EA had a packed launch calendar for the third quarter, which ran through late December. It released two major titles, NHL 23 and Need for Speed Unbound, plus 128 pieces of new content across 36 of its existing brands. Several of these franchises, including The Sims and FIFA 23, posted strong engagement and monetization trends.

But there were some significant misses, too. EA's latest Apex update didn't draw as big an audience as management had hoped to see. And gamers across the board seemed less eager to spend money on digital entertainment.

Overall net bookings fell 9% and are now down 1% over the trailing-12-month period. In a conference call, chief financial officer Chris Suh said, "The performance of new games was below the levels we had anticipated."

The good news

EA remained highly profitable, in part because executives quickly reacted to the shifting demand trends by cutting costs. Operating income has grown to $1.2 billion in the past nine months compared with $800 million in the prior-year period. Free cash flow is weaker but remains positive at $1.2 billion, compared with $1.7 billion a year earlier.

EA Free Cash Flow Chart

EA free cash flow data by YCharts.

This allowed EA to continue returning plenty of cash to shareholders through stock buybacks and its dividend payment. 

The path forward

EA is making many shifts to its release plans, partly in response to the changing selling environment. It has delayed a few titles and reduced expectations around several launches that will occur in the fiscal fourth quarter, ending in late March.

At the same time, several of EA's tentpole franchises are performing well and continue to attract a bigger audience and higher spending.

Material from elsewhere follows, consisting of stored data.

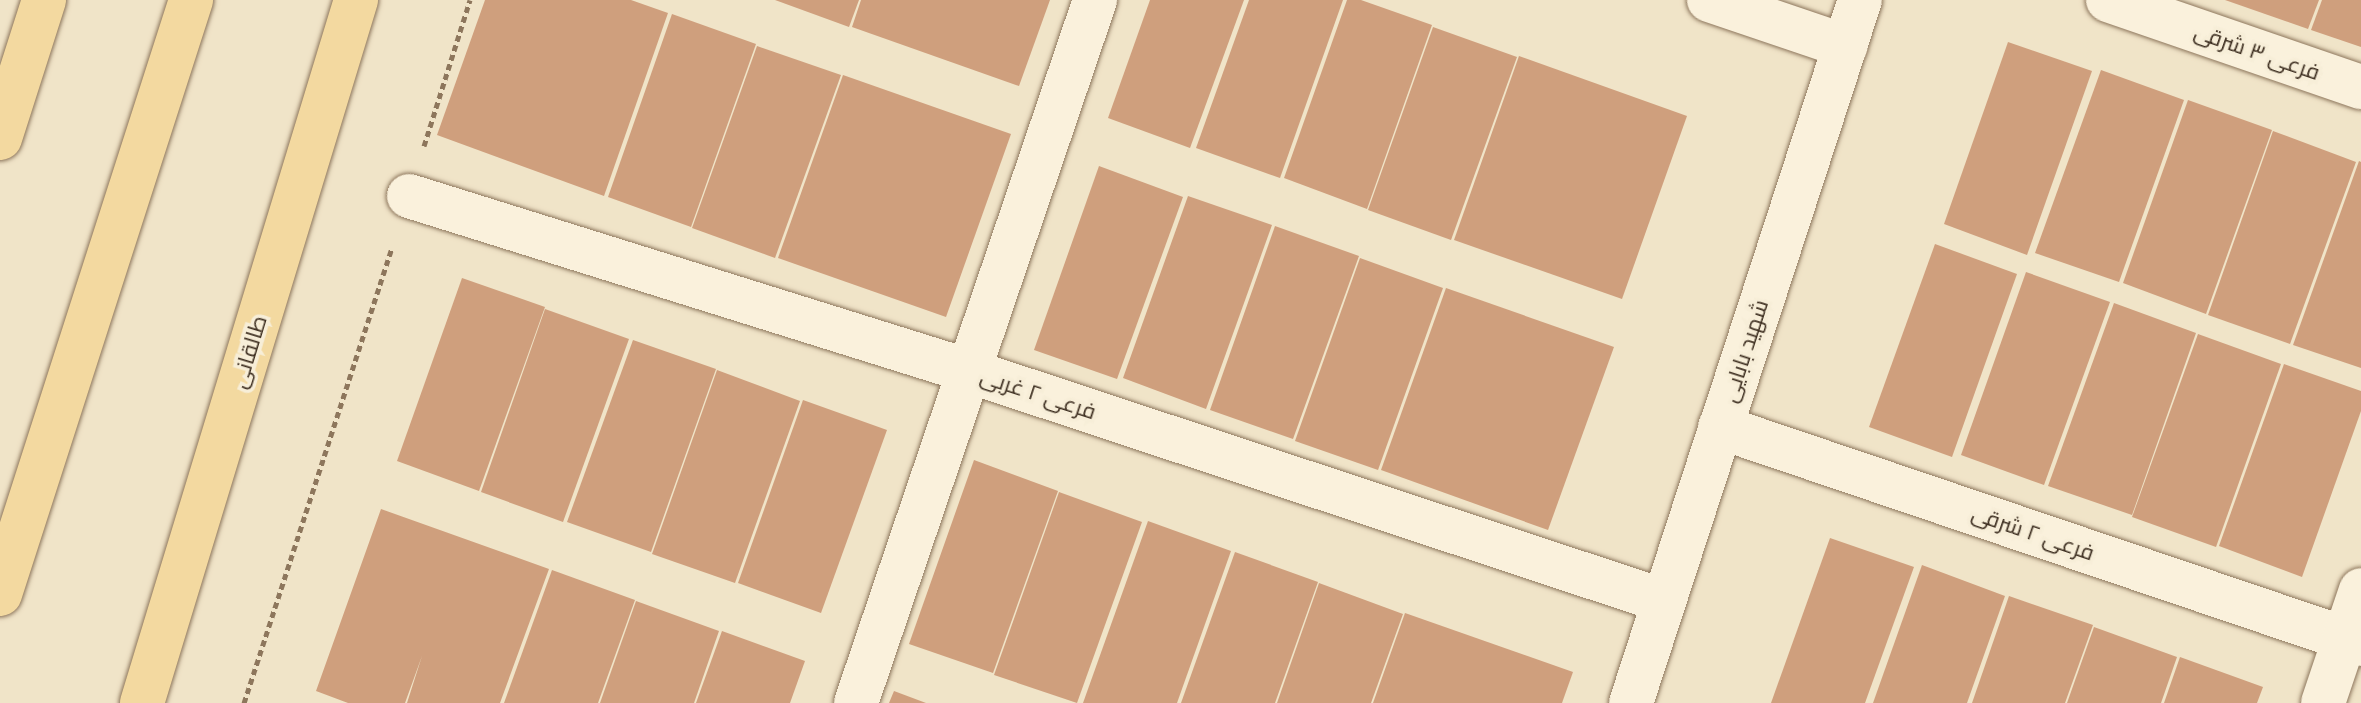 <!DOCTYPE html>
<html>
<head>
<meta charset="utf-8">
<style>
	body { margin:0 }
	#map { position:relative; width:2361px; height:703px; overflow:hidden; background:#f0e4c8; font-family:"Times New Roman",Cairo,serif }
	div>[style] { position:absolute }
	.building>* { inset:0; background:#cf9f7d }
	.path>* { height:5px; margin-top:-2.5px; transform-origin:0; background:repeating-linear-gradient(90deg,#8d765c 0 6px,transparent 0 10px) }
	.roads { filter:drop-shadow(0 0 2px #8d765c) drop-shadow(0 0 2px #8d765c) }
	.minor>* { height:44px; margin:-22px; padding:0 22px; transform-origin:22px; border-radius:22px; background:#faf1dc }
	.tertiary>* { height:44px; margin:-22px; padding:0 22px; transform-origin:22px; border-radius:22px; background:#faf1dc }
	.primary>* { height:44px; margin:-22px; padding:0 22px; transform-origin:22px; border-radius:22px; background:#f3d9a0 }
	span { translate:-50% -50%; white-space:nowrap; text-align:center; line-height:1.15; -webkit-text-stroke:7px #f7eed8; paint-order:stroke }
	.street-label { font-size:22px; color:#3d2e20 }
</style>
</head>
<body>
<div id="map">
	<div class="building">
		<div style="clip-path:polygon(485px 0,631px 0,668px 13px,604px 196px,437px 135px)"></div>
		<div style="clip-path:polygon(775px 0,859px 0,849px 27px)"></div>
		<div style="clip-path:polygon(861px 0,1050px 0,1019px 86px,852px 27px)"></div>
		<div style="clip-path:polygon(1150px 0,1244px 0,1190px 148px,1108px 118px)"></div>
		<div style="clip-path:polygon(1249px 0,1343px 0,1280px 178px,1196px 148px)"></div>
		<div style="clip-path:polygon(1347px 0,1361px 0,1432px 25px,1367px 209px,1284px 178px)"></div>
		<div style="clip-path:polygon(2225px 0,2319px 0,2308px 29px)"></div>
		<div style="clip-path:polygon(2322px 0,2361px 0,2361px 47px,2311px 30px)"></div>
		<div style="clip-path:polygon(672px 14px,756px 44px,691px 227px,608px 197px)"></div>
		<div style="clip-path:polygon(1433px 27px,1517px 57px,1451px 240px,1368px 210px)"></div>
		<div style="clip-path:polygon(2008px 42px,2092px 71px,2027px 255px,1944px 224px)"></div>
		<div style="clip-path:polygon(757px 46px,841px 75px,775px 258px,692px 228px)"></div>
		<div style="clip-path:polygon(1519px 56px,1687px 116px,1622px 299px,1454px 240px)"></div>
		<div style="clip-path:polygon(2101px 70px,2184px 100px,2119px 282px,2035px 253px)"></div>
		<div style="clip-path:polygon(843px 75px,1011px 134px,946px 317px,778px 258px)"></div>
		<div style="clip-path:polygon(2188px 100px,2272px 130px,2206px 314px,2123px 283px)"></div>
		<div style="clip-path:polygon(2273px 131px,2356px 162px,2290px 344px,2208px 315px)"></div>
		<div style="clip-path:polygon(2359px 161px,2361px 162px,2361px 368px,2293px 345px)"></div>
		<div style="clip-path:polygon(1099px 166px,1183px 197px,1117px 379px,1034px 350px)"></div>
		<div style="clip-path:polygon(1188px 196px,1272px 225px,1206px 409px,1123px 378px)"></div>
		<div style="clip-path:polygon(1275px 226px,1359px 256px,1293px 439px,1210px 410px)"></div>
		<div style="clip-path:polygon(1935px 244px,2017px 274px,1952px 457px,1869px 427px)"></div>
		<div style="clip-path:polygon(1360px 258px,1443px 288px,1378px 470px,1295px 441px)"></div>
		<div style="clip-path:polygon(2026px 272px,2110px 302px,2044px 485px,1961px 455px)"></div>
		<div style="clip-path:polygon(462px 278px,545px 307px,479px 491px,397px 461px)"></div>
		<div style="clip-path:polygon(1446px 288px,1614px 347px,1548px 530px,1381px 470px)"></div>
		<div style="clip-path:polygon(2114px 303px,2196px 333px,2132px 515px,2048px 486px)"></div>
		<div style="clip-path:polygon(545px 309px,629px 339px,563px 522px,481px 492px)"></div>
		<div style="clip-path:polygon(2198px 334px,2281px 364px,2216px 547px,2132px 517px)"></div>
		<div style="clip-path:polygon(633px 340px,716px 369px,651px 552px,567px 522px)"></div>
		<div style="clip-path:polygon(2284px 364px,2361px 391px,2361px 411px,2302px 577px,2219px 546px)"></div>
		<div style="clip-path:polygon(717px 370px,800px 401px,735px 583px,652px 554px)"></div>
		<div style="clip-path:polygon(803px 400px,887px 430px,821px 613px,738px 583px)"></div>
		<div style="clip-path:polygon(974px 460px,1058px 491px,993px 673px,909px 644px)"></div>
		<div style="clip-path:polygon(1059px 492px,1142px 522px,1077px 703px,994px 675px)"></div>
		<div style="clip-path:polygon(381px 509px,549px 569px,500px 703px,407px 703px,422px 656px,405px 703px,348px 703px,316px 691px)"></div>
		<div style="clip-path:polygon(1148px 521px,1231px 551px,1177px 703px,1083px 703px)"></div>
		<div style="clip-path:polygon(1830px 538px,1914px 567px,1865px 703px,1771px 703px)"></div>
		<div style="clip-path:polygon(1235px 552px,1318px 582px,1275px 703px,1181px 703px)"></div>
		<div style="clip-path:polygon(1922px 565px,2005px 596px,1967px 703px,1873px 703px)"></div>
		<div style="clip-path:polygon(552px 570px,635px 600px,598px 703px,504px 703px)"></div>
		<div style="clip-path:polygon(1319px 583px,1403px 614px,1371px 703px,1277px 703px)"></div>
		<div style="clip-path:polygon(2009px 596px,2093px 625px,2065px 703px,1972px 703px)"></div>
		<div style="clip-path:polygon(636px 601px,719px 631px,694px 703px,600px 703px)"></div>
		<div style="clip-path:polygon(1405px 613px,1573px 672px,1562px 703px,1373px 703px)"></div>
		<div style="clip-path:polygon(2094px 627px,2177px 657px,2161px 703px,2067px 703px)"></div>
		<div style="clip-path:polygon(722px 631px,805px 661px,790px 703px,696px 703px)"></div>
		<div style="clip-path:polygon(2180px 657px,2263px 687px,2257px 703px,2164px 703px)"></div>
		<div style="clip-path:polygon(894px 691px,926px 703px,889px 703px)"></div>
	</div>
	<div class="path">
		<div style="left:424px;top:146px;width:153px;rotate:-72.5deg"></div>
		<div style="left:244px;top:703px;width:479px;rotate:-72deg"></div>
	</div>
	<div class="roads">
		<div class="minor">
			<div style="left:1709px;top:0;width:144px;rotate:18.7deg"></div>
			<div style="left:2108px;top:0;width:268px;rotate:19deg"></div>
			<div style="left:409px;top:196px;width:587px;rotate:17.35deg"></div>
			<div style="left:969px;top:371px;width:732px;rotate:18.31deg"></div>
			<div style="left:1720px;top:427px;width:677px;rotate:18.7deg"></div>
			<div style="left:856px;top:703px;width:743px;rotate:-71.22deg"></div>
			<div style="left:2323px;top:703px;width:119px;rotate:-71.4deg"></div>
		</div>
		<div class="tertiary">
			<div style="left:1631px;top:703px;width:739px;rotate:-71.96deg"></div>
		</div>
		<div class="primary">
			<div style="left:0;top:138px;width:145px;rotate:-72.3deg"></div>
			<div style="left:0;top:594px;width:624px;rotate:-72.17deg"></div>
			<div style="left:142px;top:703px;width:735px;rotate:-73.07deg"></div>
		</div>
	</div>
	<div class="street-label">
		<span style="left:2257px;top:52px;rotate:19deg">فرعی ۳ شرقی</span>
		<span style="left:1745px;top:351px;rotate:-72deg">شهید بابایی</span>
		<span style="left:249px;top:352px;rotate:-73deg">طالقانی</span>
		<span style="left:1038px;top:394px;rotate:18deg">فرعی ۲ غربی</span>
		<span style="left:2033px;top:533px;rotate:19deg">فرعی ۲ شرقی</span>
	</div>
</div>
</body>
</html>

Games in the Madden, FIFA, and The Sims series have been standouts even as video game spending slows.

Still, with weaker spending arriving, especially in the casual- and mobile-gaming segment, EA is projecting slower growth at least through the end of this fiscal year. Management lowered its 2023 revenue forecast to between $7.25 billion and $7.35 billion from the prior range of $7.55 billion to $7.75 billion.

That update might disappoint shareholders, but it doesn't threaten the long-term investing thesis. EA just appears set for a weaker growth year in 2023 and into early fiscal 2024 while profits and cash flow remain strong.

And shares are much cheaper right now, reflecting those declining expectations. You can buy the stock for less than 5 times revenue, compared with over 7 times revenue through most of 2021.

Cautious investors might want to wait to see whether EA is expecting a rebound in fiscal 2024, which would be clearer by its next quarterly update in April. If you don't mind the elevated volatility, on the other hand, Electronic Arts stock is looking more appealing after its recent slump.